BACKGROUND
Cognitive screening is common practice in efforts to identify Alzheimer’s dementia in the early stages. The need for reliable and accurate assessment is critical, at this stage, to avoid distress or missed opportunities to support people with developing health needs. Administrator errors are observed to be both significant and common when clinicians deliver cognitive screening tools in clinical contexts, often as a result of complicated rules and the need for mental arithmetic. The Addenbrooke’s Cognitive Examination-III is one of the most used cognitive screening tools in the UK, observed to be prone to such user errors.
OBJECTIVE
We aimed to develop and release a computerized cognitive screening support tool for clinicians who use the Addenbrooke’s Cognitive Examination-III to screen for dementia.
METHODS
We undertook an innovation pathways approach, including problem identification, feasibility assessment, design and implementation. This project required numerous stages of consideration to meet data protection and NHS standards for implementation, this process is detailed.
RESULTS
Clinicians were provided an iPad based app (ACEmobile) via iTunes, which draws on usability research to standardize user behavior – thus standardizing the assessment of cognitive impairment alongside automated scoring.
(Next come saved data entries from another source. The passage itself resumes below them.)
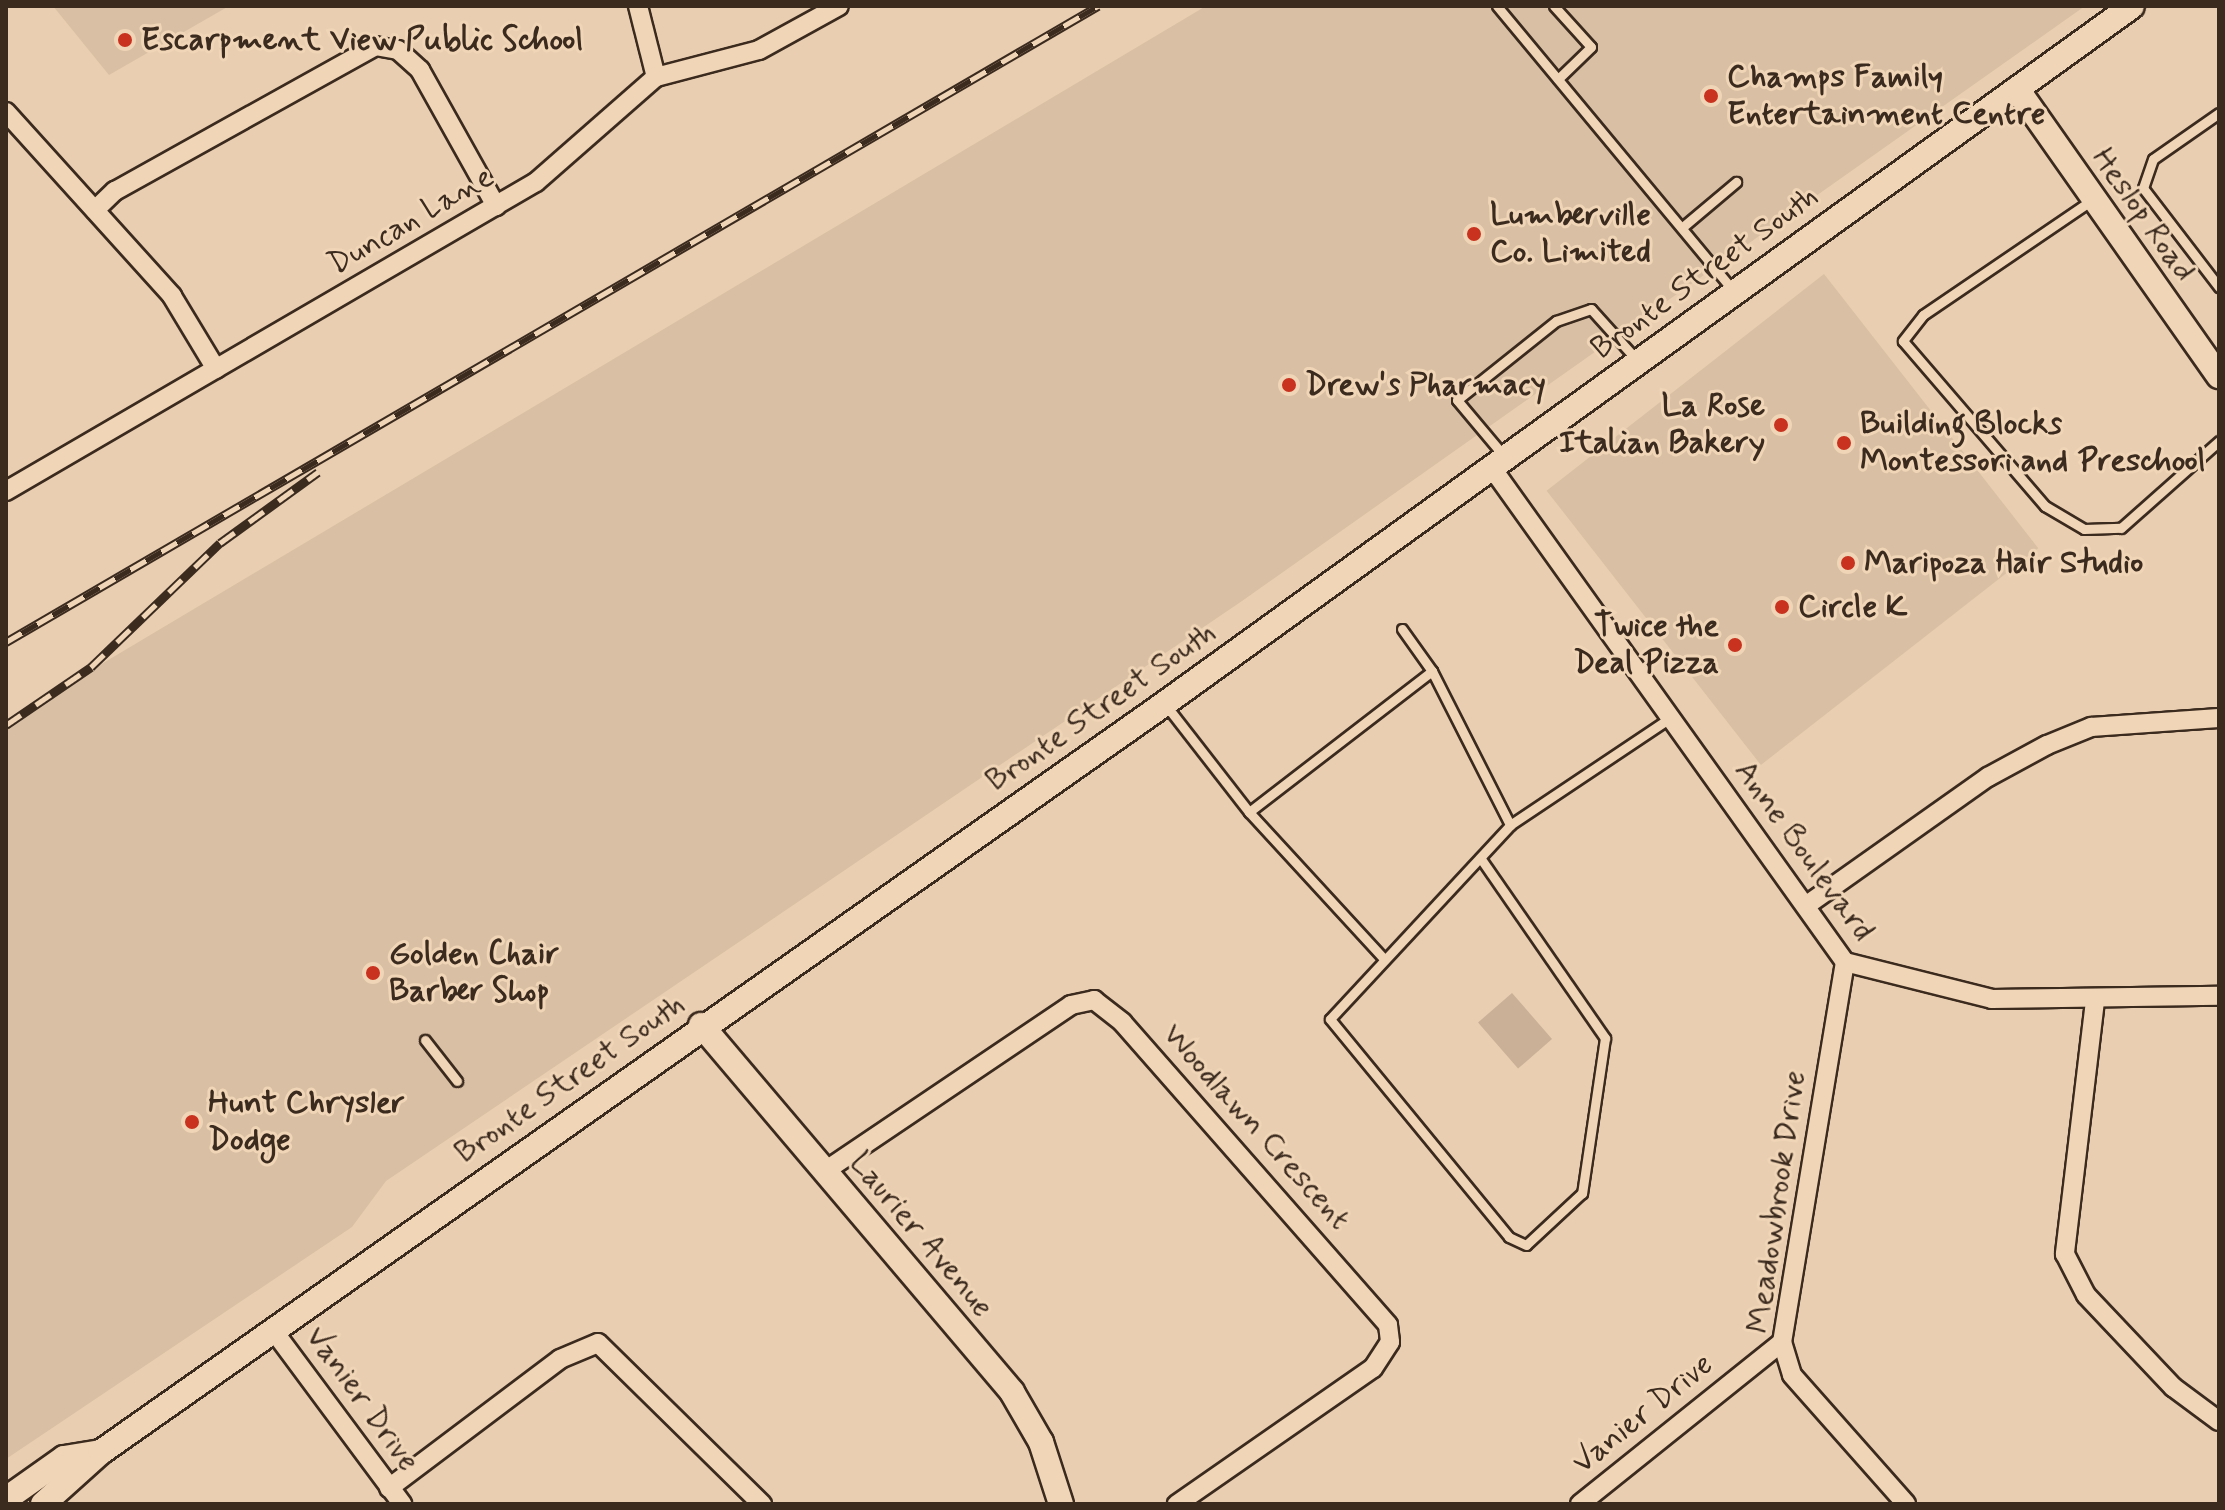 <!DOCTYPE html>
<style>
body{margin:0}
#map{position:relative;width:2225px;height:1510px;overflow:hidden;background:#e9ceb1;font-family:Mynerve,sans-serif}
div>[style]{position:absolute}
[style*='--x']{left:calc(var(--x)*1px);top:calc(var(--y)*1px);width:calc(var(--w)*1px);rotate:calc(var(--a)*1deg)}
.built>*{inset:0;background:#d9bfa3;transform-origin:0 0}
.green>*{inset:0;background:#c9b096;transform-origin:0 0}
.roads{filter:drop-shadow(2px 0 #3b2a1e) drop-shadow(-2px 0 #3b2a1e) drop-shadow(0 2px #3b2a1e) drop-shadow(0 -2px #3b2a1e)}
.lane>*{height:9px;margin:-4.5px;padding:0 4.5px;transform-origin:4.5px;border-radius:4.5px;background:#f0d5b7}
.street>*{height:18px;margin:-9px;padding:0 9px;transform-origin:9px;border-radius:9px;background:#f0d5b7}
.secondary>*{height:24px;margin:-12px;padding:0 12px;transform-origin:12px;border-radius:12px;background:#f0d5b7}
.rail>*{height:9px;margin-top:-4.5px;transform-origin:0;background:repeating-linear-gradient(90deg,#f0d5b7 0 18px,#3b2a1e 0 36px);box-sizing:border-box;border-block:2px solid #3b2a1e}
.dots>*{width:22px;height:22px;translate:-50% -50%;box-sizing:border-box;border:4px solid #f0d5b7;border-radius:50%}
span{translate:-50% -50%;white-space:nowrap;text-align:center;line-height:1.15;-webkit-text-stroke:6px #f0d5b7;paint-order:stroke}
.poi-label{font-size:32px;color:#3b2a1e;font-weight:700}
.left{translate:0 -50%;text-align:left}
.right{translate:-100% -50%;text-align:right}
.street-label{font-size:32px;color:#3b2a1e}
.frame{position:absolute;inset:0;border:8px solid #3b2a1e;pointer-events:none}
</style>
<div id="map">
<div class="built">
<div style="clip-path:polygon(53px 6px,229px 6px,109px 75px)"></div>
<div style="clip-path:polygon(1206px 6px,2085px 6px,1242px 601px,386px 1181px,352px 1227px,6px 1459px,6px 721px)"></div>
<div style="left:1824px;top:274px;width:348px;height:352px;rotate:52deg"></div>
</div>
<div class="green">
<div style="left:1512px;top:993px;width:61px;height:45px;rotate:49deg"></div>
</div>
<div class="roads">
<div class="lane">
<div style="--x:1497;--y:6;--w:371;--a:50.3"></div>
<div style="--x:1554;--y:6;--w:55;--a:47.9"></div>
<div style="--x:1591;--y:47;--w:46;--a:135.9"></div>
<div style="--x:2219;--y:113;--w:80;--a:145.1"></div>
<div style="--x:2153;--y:159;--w:31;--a:109"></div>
<div style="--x:2143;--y:188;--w:125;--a:52.5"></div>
<div style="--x:2092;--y:200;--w:204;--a:145.8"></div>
<div style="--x:1923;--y:315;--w:33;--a:128"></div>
<div style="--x:1903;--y:341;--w:218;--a:49.3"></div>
<div style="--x:2045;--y:506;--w:45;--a:30.5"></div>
<div style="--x:2084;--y:529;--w:37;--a:-2"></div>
<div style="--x:2121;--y:528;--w:131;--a:-41.6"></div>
<div style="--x:1685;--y:225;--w:67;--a:-40.1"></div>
<div style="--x:1504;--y:456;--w:73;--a:-130"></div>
<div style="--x:1457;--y:400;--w:127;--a:-38.6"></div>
<div style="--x:1556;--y:321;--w:37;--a:-19"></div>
<div style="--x:1591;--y:309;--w:69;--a:48"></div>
<div style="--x:1402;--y:629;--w:52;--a:54.5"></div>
<div style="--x:1432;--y:671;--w:173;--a:63.1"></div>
<div style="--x:1165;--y:704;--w:137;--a:52.1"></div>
<div style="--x:1249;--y:812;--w:200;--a:47.4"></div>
<div style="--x:1249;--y:812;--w:231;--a:-37.6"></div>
<div style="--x:1481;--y:859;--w:218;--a:55.3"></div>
<div style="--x:1605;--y:1038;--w:157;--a:98.4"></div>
<div style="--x:1582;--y:1193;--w:76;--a:137.1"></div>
<div style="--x:1526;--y:1245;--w:19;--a:-155"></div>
<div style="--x:1509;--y:1237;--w:282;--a:-129.4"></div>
<div style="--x:1330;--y:1019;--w:265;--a:-47.1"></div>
<div style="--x:1510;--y:825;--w:192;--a:-33.8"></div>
<div style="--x:425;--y:1040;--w:52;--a:52"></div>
</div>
<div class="street">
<div style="--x:638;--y:6;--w:73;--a:75.8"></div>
<div style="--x:6;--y:112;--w:248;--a:47.9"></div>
<div style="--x:172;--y:296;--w:85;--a:58.9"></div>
<div style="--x:95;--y:210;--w:28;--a:-44"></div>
<div style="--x:115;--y:191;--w:298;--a:-29.1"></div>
<div style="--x:375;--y:46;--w:23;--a:10"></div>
<div style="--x:398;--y:50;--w:30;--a:42"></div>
<div style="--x:420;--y:70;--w:156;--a:60.8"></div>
<div style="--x:1492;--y:468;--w:607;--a:54.45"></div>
<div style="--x:1845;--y:962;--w:152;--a:14.1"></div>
<div style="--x:1992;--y:999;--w:227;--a:-0.8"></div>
<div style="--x:6;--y:491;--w:613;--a:-30.24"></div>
<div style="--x:536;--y:182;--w:159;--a:-41.2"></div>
<div style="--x:656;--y:77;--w:106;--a:-14.7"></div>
<div style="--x:759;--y:50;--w:91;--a:-28.8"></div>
<div style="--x:1807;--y:905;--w:222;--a:-35.3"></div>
<div style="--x:1988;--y:777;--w:67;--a:-28.5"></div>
<div style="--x:2047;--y:745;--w:48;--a:-22.2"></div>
<div style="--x:2091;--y:727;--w:128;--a:-4"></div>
<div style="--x:1845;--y:962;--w:385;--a:99.4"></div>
<div style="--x:1782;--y:1342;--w:34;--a:73"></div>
<div style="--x:1792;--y:1375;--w:172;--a:48.5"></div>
<div style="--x:2095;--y:1001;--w:255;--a:96.8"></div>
<div style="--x:2065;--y:1254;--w:46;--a:62.9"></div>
<div style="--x:2086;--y:1295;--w:127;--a:46.6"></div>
<div style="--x:2173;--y:1387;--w:57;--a:36.5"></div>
<div style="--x:825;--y:1171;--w:297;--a:-34"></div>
<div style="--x:1071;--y:1005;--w:24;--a:-12"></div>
<div style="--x:1094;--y:1000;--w:36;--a:38"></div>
<div style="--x:1122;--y:1022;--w:403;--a:48.7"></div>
<div style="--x:1388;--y:1325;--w:17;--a:83"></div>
<div style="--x:1390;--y:1342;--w:31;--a:123"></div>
<div style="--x:1373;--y:1368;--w:239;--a:145.2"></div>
<div style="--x:273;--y:1330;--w:217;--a:53.4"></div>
<div style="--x:389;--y:1488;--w:214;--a:-37"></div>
<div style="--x:560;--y:1359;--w:41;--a:-22.8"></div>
<div style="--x:598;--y:1343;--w:230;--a:44.5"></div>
<div style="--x:1580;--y:1504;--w:259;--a:-38.7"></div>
</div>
<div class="secondary">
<div style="--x:2017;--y:89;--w:351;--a:54.9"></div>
<div style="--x:701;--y:1025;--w:481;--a:49.7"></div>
<div style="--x:1012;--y:1392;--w:58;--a:59.9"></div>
<div style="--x:1041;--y:1442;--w:65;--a:72.1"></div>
<div style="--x:6;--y:1499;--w:71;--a:-35.3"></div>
<div style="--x:64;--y:1458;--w:37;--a:-9"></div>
<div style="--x:43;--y:1504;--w:78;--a:-41.9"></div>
<div style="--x:101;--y:1452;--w:1300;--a:-35.13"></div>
<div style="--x:1164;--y:704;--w:1193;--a:-35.79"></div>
</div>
</div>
<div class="rail">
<div style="--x:6;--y:642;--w:1264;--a:-30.22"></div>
<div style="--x:6;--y:725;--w:103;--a:-34.3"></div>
<div style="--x:91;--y:667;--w:179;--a:-43.9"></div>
<div style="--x:220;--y:543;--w:121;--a:-35.9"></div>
</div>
<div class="dots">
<div style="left:125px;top:40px;background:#c8321e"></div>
<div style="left:1711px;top:96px;background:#c8321e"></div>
<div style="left:1474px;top:234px;background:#c8321e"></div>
<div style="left:1289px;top:385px;background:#c8321e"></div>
<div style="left:1781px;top:425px;background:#c8321e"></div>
<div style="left:1844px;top:443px;background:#c8321e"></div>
<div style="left:1848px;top:563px;background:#c8321e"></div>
<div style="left:1782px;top:607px;background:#c8321e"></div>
<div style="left:1735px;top:645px;background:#c8321e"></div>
<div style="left:373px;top:973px;background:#c8321e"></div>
<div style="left:192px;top:1122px;background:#c8321e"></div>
</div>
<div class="poi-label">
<span class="left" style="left:141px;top:40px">Escarpment View Public School</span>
<span class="left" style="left:1727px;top:96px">Champs Family<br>Entertainment Centre</span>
<span class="left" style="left:1490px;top:234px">Lumberville<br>Co. Limited</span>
<span class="left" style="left:1305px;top:385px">Drew's Pharmacy</span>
<span class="right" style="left:1765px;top:425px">La Rose<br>Italian Bakery</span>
<span class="left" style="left:1860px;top:443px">Building Blocks<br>Montessori and Preschool</span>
<span class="left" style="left:1864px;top:563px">Maripoza Hair Studio</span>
<span class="left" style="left:1798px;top:607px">Circle K</span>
<span class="right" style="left:1719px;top:645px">Twice the<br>Deal Pizza</span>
<span class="left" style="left:389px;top:973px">Golden Chair<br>Barber Shop</span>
<span class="left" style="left:208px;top:1122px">Hunt Chrysler<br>Dodge</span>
</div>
<div class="street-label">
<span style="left:2143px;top:215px;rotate:55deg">Heslop Road</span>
<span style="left:411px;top:221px;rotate:-30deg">Duncan Lane</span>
<span style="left:1705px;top:273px;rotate:-36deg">Bronte Street South</span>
<span style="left:1101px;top:707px;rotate:-35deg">Bronte Street South</span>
<span style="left:1804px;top:851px;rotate:54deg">Anne Boulevard</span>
<span style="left:570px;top:1079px;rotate:-35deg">Bronte Street South</span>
<span style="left:1256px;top:1127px;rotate:48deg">Woodlawn Crescent</span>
<span style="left:1777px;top:1202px;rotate:-82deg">Meadowbrook Drive</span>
<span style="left:921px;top:1235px;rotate:50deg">Laurier Avenue</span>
<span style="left:362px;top:1399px;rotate:54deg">Vanier Drive</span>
<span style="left:1643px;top:1414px;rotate:-39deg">Vanier Drive</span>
</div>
<div class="frame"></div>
</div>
Results include continued use after three years in the market, registration from over 1,100 clinical users and the consented collection of over 4,300 dementia assessments to support further research into the development of ACE-III and ACEmobile.
CONCLUSIONS
ACEmobile has demonstrated itself as a clinical tool which continues to support a large number of clinicians and large scale research projects. The focus on usability has added value to its predecessor (ACE-III) in that the clinician’s assessment is now supported to be standardized. Feedback relating to ACEmobile has been unanimously positive and reflects these strengths.